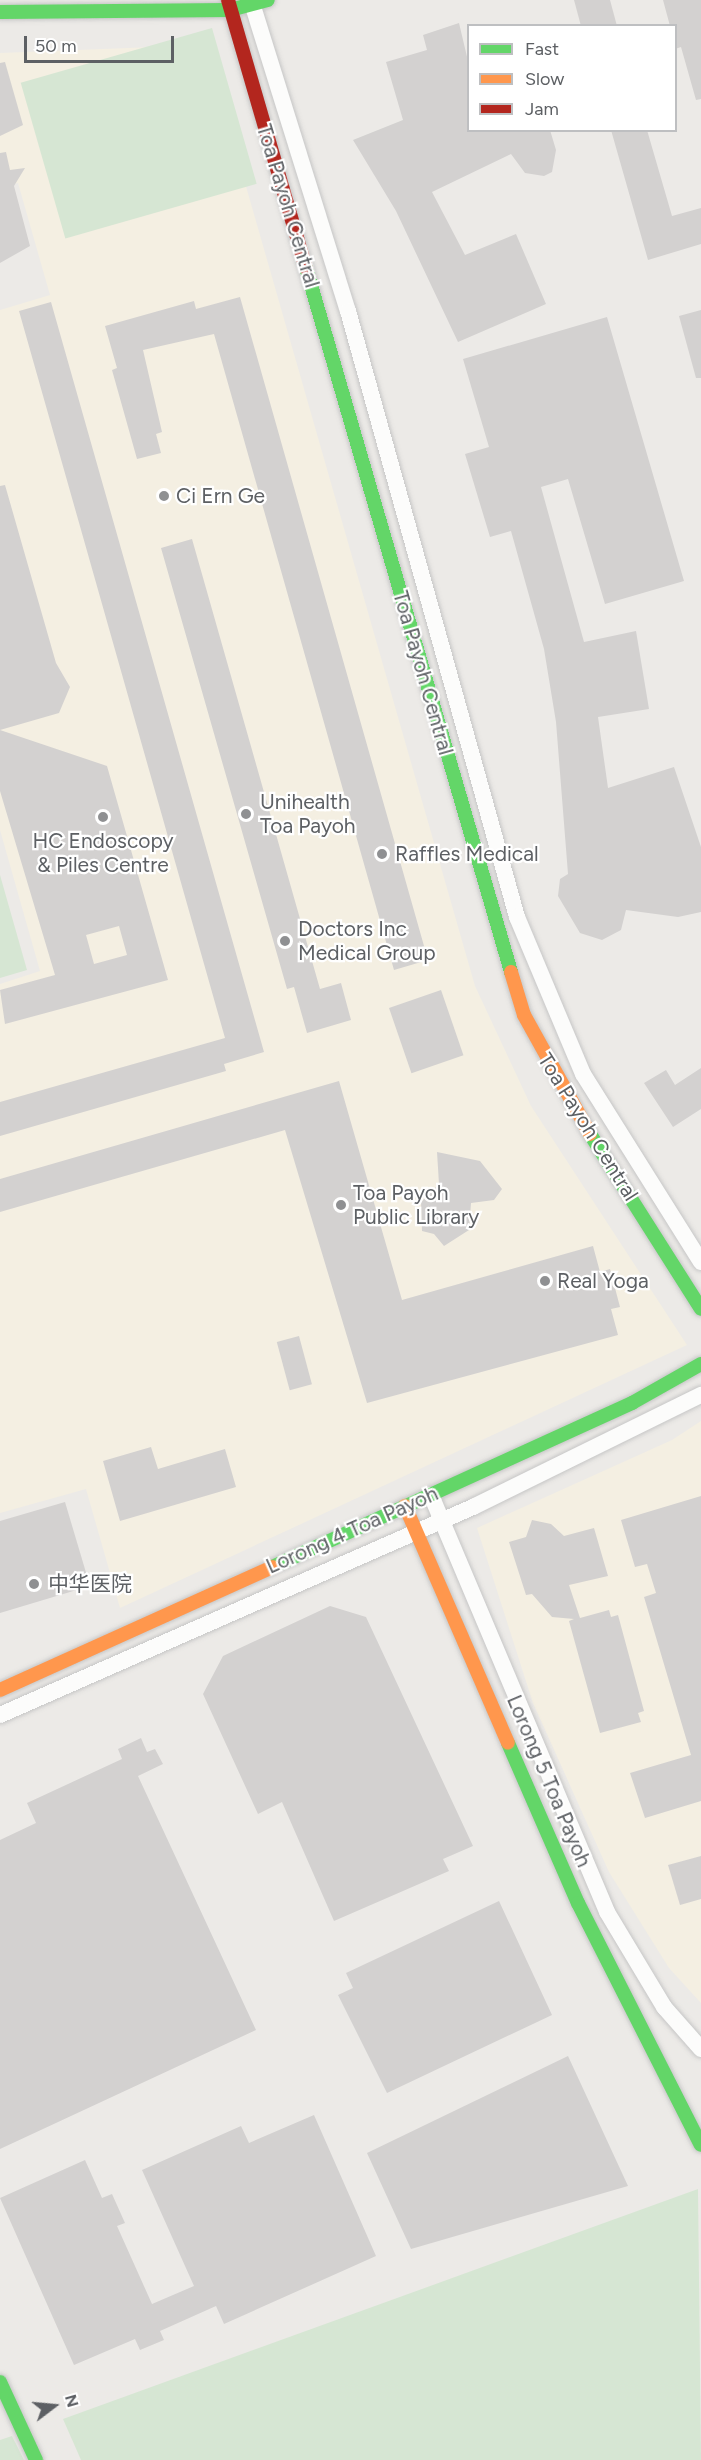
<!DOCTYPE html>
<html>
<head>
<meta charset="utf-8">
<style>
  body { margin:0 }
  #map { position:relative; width:701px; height:2460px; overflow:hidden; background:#eceae7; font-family:Figtree,"Noto Sans SC",sans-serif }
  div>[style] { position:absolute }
  .commercial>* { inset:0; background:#f4efe2 }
  .green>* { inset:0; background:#d6e6d3; transform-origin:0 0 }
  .building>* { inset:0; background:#d3d1d0; transform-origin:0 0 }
  .roads { filter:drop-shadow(0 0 2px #c6c6c6) drop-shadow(0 0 2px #c6c6c6) }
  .street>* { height:16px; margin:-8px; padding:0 8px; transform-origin:8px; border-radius:8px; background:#fcfcfb }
  .fast>* { height:14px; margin:-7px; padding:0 7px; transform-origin:7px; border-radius:7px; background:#63d668 }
  .slow>* { height:14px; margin:-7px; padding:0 7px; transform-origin:7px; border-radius:7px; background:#ff974d }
  .jam>* { height:14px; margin:-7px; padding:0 7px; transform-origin:7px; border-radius:7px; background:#b3261e }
  .dots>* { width:16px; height:16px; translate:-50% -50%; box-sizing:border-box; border:3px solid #fff; border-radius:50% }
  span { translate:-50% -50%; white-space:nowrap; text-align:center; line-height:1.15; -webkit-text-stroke:4.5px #fff; paint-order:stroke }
  .street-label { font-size:21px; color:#5d6064 }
  .poi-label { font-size:21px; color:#5d6064 }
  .left { translate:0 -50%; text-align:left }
  .legend { position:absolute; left:467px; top:24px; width:210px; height:108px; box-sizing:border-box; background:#fff; border:2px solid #bebfc1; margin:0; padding:8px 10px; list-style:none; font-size:18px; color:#5d6064 }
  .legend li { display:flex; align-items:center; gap:12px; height:30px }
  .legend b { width:30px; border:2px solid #bebfc1 }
  .north { position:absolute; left:24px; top:2376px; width:60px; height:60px; -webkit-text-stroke:4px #fff; paint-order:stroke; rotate:74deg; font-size:16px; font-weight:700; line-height:24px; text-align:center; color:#5d6064 }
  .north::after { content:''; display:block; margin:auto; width:21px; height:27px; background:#5d6064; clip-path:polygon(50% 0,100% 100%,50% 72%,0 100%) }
  .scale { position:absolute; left:24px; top:36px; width:150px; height:27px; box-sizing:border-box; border:3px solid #5d6064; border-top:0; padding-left:8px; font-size:18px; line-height:21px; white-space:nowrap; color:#5d6064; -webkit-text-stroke:4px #fff; paint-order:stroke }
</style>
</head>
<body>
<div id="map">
  <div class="commercial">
    <div style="clip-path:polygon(180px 46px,213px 71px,475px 986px,531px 1106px,687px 1345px,120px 1608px,86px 1489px,0 1513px,0 984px,40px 971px,0 830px,0 310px,50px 295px,18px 183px,0 188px,0 53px)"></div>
    <div style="clip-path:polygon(701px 1421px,701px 2003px,669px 1968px,609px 1872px,533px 1703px,477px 1528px,672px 1440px)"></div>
  </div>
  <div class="green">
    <div style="left:212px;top:28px;width:162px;height:199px;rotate:74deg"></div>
    <div style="clip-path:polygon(0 875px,27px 970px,0 978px)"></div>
    <div style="clip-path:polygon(698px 2189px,701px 2460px,81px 2460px,63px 2419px)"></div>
    <div style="clip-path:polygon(12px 2436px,24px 2460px,0 2460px,0 2440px)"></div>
  </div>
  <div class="building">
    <div style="clip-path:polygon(574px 0,610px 0,617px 26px,581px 26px)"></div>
    <div style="clip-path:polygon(663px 0,701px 0,701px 99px,696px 100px,681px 47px,675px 49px,675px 26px,670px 26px)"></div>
    <div style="clip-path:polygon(459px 23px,468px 61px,468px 130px,550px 130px,556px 150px,552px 172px,544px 176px,525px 173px,511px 154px,432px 192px,465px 255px,516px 234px,546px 304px,458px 342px,396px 211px,353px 140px,403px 120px,386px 62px,427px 50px,423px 35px)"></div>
    <div style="clip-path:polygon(5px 62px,23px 125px,0 136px,0 63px)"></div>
    <div style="clip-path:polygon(611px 130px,647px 130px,672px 216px,701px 208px,701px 244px,648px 260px)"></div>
    <div style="clip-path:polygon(6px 152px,10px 170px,25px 168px,14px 186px,30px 246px,0 263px,0 153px)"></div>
    <div style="clip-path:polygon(240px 297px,428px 960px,394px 970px,214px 334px,143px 350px,162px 432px,156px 434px,161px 453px,137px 459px,112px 370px,117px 368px,105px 326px,194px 301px,196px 309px)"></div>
    <div style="clip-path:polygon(51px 302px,264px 1052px,224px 1064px,226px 1071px,0 1136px,0 1102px,225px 1038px,19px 311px)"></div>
    <div style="clip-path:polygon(701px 310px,701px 378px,696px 378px,679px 316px)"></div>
    <div style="clip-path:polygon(607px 317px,684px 581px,605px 604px,568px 479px,541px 487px,584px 642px,636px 631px,649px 709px,598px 717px,608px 788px,674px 767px,701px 847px,701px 912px,678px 917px,626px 910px,621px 930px,602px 940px,580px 933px,558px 896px,560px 879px,568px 874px,556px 722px,544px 649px,511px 531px,490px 537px,465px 454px,489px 447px,463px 359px)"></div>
    <div style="clip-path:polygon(evenodd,5px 485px,56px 663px,70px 687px,59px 713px,0 730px,107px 766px,168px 980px,5px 1024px,0 990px,55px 975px,0 791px,0 486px,5px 485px,119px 926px,127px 955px,94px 964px,86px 935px,119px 926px)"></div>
    <div style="clip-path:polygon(192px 539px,320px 989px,341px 983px,351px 1020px,307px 1033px,294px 987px,287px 989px,161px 548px)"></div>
    <div style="left:441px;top:990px;width:69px;height:55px;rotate:71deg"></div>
    <div style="clip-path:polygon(701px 1068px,701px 1109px,673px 1127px,644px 1083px,666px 1070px,675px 1085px)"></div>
    <div style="clip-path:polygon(339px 1081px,402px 1300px,593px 1246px,600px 1272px,610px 1269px,620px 1307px,611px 1309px,618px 1335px,367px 1403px,285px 1130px,0 1212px,0 1179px)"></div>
    <div style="clip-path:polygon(437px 1152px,480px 1161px,502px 1189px,494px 1200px,471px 1203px,469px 1230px,444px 1246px,434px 1234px,422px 1231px,421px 1202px,439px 1184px)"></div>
    <div style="left:299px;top:1336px;width:50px;height:23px;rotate:75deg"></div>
    <div style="clip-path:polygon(151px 1447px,158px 1469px,225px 1449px,236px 1487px,120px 1521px,103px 1461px)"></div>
    <div style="clip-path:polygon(701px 1496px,701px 1801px,645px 1818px,630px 1773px,691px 1755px,644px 1597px,656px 1593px,647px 1564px,635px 1567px,621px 1520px)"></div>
    <div style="clip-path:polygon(65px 1502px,90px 1586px,0 1613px,0 1521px)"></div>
    <div style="clip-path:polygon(532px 1520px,551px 1524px,564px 1536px,594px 1528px,608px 1576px,569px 1585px,580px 1618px,609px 1610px,611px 1617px,618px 1615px,644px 1711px,638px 1713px,641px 1722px,600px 1733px,569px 1621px,574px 1619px,552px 1617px,532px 1594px,526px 1595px,509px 1542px,526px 1537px)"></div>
    <div style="clip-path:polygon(330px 1606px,366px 1617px,473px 1846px,443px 1859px,449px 1871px,334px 1921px,282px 1802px,258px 1814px,203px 1694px,223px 1656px)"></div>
    <div style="clip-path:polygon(141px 1738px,147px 1752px,155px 1749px,163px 1764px,138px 1776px,256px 2030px,0 2149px,0 1840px,36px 1823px,27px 1803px,122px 1759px,118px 1749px)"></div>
    <div style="clip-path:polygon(701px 1856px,701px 1899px,680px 1905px,668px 1865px)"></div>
    <div style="clip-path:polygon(499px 1901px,552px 2015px,387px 2093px,338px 1995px,353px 1988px,346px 1973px)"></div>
    <div style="clip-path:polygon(568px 2056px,628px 2186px,411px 2249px,367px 2153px)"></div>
    <div style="clip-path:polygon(314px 2115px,376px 2256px,224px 2324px,216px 2306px,160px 2331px,164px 2340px,140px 2350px,135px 2339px,74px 2365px,0 2198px,85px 2160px,102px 2198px,112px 2194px,125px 2223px,117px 2226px,152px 2304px,194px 2286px,142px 2170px,241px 2126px,249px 2143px)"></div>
  </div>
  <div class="roads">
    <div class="street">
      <div style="left:251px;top:0;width:326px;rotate:72.7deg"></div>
      <div style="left:348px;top:311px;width:629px;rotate:74.42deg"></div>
      <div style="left:517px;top:917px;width:170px;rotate:67.2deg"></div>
      <div style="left:583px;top:1074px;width:222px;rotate:57.9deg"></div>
      <div style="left:431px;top:1495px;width:453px;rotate:67.1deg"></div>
      <div style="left:607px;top:1912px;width:111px;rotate:59deg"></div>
      <div style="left:664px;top:2007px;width:56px;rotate:48.6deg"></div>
      <div style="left:0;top:1715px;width:517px;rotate:-23.74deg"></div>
      <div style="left:473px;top:1507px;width:254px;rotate:-26.2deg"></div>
    </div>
    <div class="fast">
      <div style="left:0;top:12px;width:230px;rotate:-0.5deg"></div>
      <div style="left:230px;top:10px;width:39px;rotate:-15deg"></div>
      <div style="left:306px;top:268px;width:733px;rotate:73.76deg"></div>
      <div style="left:590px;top:1134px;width:207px;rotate:57.6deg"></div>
      <div style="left:272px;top:1567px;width:396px;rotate:-24.5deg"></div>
      <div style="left:632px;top:1403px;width:79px;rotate:-29.5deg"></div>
      <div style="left:508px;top:1743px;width:175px;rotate:66.4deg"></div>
      <div style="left:578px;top:1903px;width:271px;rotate:63.1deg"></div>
      <div style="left:0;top:2382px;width:86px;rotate:65.2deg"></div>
    </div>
    <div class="slow">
      <div style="left:511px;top:972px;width:45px;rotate:73.2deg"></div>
      <div style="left:524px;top:1015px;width:136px;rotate:61deg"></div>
      <div style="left:405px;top:1506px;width:258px;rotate:66.5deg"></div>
      <div style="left:0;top:1690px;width:299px;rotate:-24.3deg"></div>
    </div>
    <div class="jam">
      <div style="left:228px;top:0;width:279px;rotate:73.8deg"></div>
    </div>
  </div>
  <div class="dots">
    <div style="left:164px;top:496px;background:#8f9092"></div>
    <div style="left:246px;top:814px;background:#8f9092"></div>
    <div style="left:103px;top:817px;background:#8f9092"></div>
    <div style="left:382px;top:854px;background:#8f9092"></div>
    <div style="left:285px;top:941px;background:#8f9092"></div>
    <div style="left:341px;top:1205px;background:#8f9092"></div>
    <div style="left:545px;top:1281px;background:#8f9092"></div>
    <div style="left:34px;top:1584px;background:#8f9092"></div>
  </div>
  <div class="street-label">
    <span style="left:288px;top:206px;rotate:73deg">Toa Payoh Central</span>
    <span style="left:423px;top:673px;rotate:74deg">Toa Payoh Central</span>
    <span style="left:588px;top:1127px;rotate:58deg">Toa Payoh Central</span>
    <span style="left:352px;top:1530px;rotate:-24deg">Lorong 4 Toa Payoh</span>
    <span style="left:549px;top:1781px;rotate:67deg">Lorong 5 Toa Payoh</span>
  </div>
  <div class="poi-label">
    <span class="left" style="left:176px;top:496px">Ci Ern Ge</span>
    <span class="left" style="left:260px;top:814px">Unihealth<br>Toa Payoh</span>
    <span style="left:103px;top:853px">HC Endoscopy<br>&amp; Piles Centre</span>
    <span class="left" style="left:395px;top:854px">Raffles Medical</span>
    <span class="left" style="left:298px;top:941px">Doctors Inc<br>Medical Group</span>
    <span class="left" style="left:353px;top:1205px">Toa Payoh<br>Public Library</span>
    <span class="left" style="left:557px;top:1281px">Real Yoga</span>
    <span class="left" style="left:48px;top:1584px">中华医院</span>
  </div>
  <ul class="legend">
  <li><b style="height:8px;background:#63d668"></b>Fast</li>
  <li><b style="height:8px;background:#ff974d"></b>Slow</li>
  <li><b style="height:8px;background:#b3261e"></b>Jam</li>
  </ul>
  <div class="north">N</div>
  <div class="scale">50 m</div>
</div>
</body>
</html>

**REQUIRED ACTION:** Please write out only the material above, exactly, from its first line through the line that contains "position:absolute; left:24px; top:2376px;", and include no pictures.

**WRITTEN REPLY:**
<!DOCTYPE html>
<html>
<head>
<meta charset="utf-8">
<style>
  body { margin:0 }
  #map { position:relative; width:701px; height:2460px; overflow:hidden; background:#eceae7; font-family:Figtree,"Noto Sans SC",sans-serif }
  div>[style] { position:absolute }
  .commercial>* { inset:0; background:#f4efe2 }
  .green>* { inset:0; background:#d6e6d3; transform-origin:0 0 }
  .building>* { inset:0; background:#d3d1d0; transform-origin:0 0 }
  .roads { filter:drop-shadow(0 0 2px #c6c6c6) drop-shadow(0 0 2px #c6c6c6) }
  .street>* { height:16px; margin:-8px; padding:0 8px; transform-origin:8px; border-radius:8px; background:#fcfcfb }
  .fast>* { height:14px; margin:-7px; padding:0 7px; transform-origin:7px; border-radius:7px; background:#63d668 }
  .slow>* { height:14px; margin:-7px; padding:0 7px; transform-origin:7px; border-radius:7px; background:#ff974d }
  .jam>* { height:14px; margin:-7px; padding:0 7px; transform-origin:7px; border-radius:7px; background:#b3261e }
  .dots>* { width:16px; height:16px; translate:-50% -50%; box-sizing:border-box; border:3px solid #fff; border-radius:50% }
  span { translate:-50% -50%; white-space:nowrap; text-align:center; line-height:1.15; -webkit-text-stroke:4.5px #fff; paint-order:stroke }
  .street-label { font-size:21px; color:#5d6064 }
  .poi-label { font-size:21px; color:#5d6064 }
  .left { translate:0 -50%; text-align:left }
  .legend { position:absolute; left:467px; top:24px; width:210px; height:108px; box-sizing:border-box; background:#fff; border:2px solid #bebfc1; margin:0; padding:8px 10px; list-style:none; font-size:18px; color:#5d6064 }
  .legend li { display:flex; align-items:center; gap:12px; height:30px }
  .legend b { width:30px; border:2px solid #bebfc1 }
  .north { position:absolute; left:24px; top:2376px; width:60px; height:60px; -webkit-text-stroke:4px #fff; paint-order:stroke; rotate:74deg; font-size:16px; font-weight:700; line-height:24px; text-align:center; color:#5d6064 }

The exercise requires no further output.